## TASK DETAILS
Output the listing below verbatim, from its first line to its last.

## EXCERPTED RECORDS
--- START ---
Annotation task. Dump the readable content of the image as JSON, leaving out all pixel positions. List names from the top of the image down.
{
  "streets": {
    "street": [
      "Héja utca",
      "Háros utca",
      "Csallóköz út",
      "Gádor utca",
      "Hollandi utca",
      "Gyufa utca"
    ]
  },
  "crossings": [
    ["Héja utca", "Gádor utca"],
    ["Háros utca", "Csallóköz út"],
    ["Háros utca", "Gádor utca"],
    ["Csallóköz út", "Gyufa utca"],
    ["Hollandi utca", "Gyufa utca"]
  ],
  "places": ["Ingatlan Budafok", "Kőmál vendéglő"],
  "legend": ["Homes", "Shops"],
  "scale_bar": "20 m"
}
--- END ---
## TASK RESPONSE
Annotation task. Dump the readable content of the image as JSON, leaving out all pixel positions. List names from the top of the image down.
{
  "streets": {
    "street": [
      "Héja utca",
      "Háros utca",
      "Csallóköz út",
      "Gádor utca",
      "Hollandi utca",
      "Gyufa utca"
    ]
  },
  "crossings": [
    ["Héja utca", "Gádor utca"],
    ["Háros utca", "Csallóköz út"],
    ["Háros utca", "Gádor utca"],
    ["Csallóköz út", "Gyufa utca"],
    ["Hollandi utca", "Gyufa utca"]
  ],
  "places": ["Ingatlan Budafok", "Kőmál vendéglő"],
  "legend": ["Homes", "Shops"],
  "scale_bar": "20 m"
}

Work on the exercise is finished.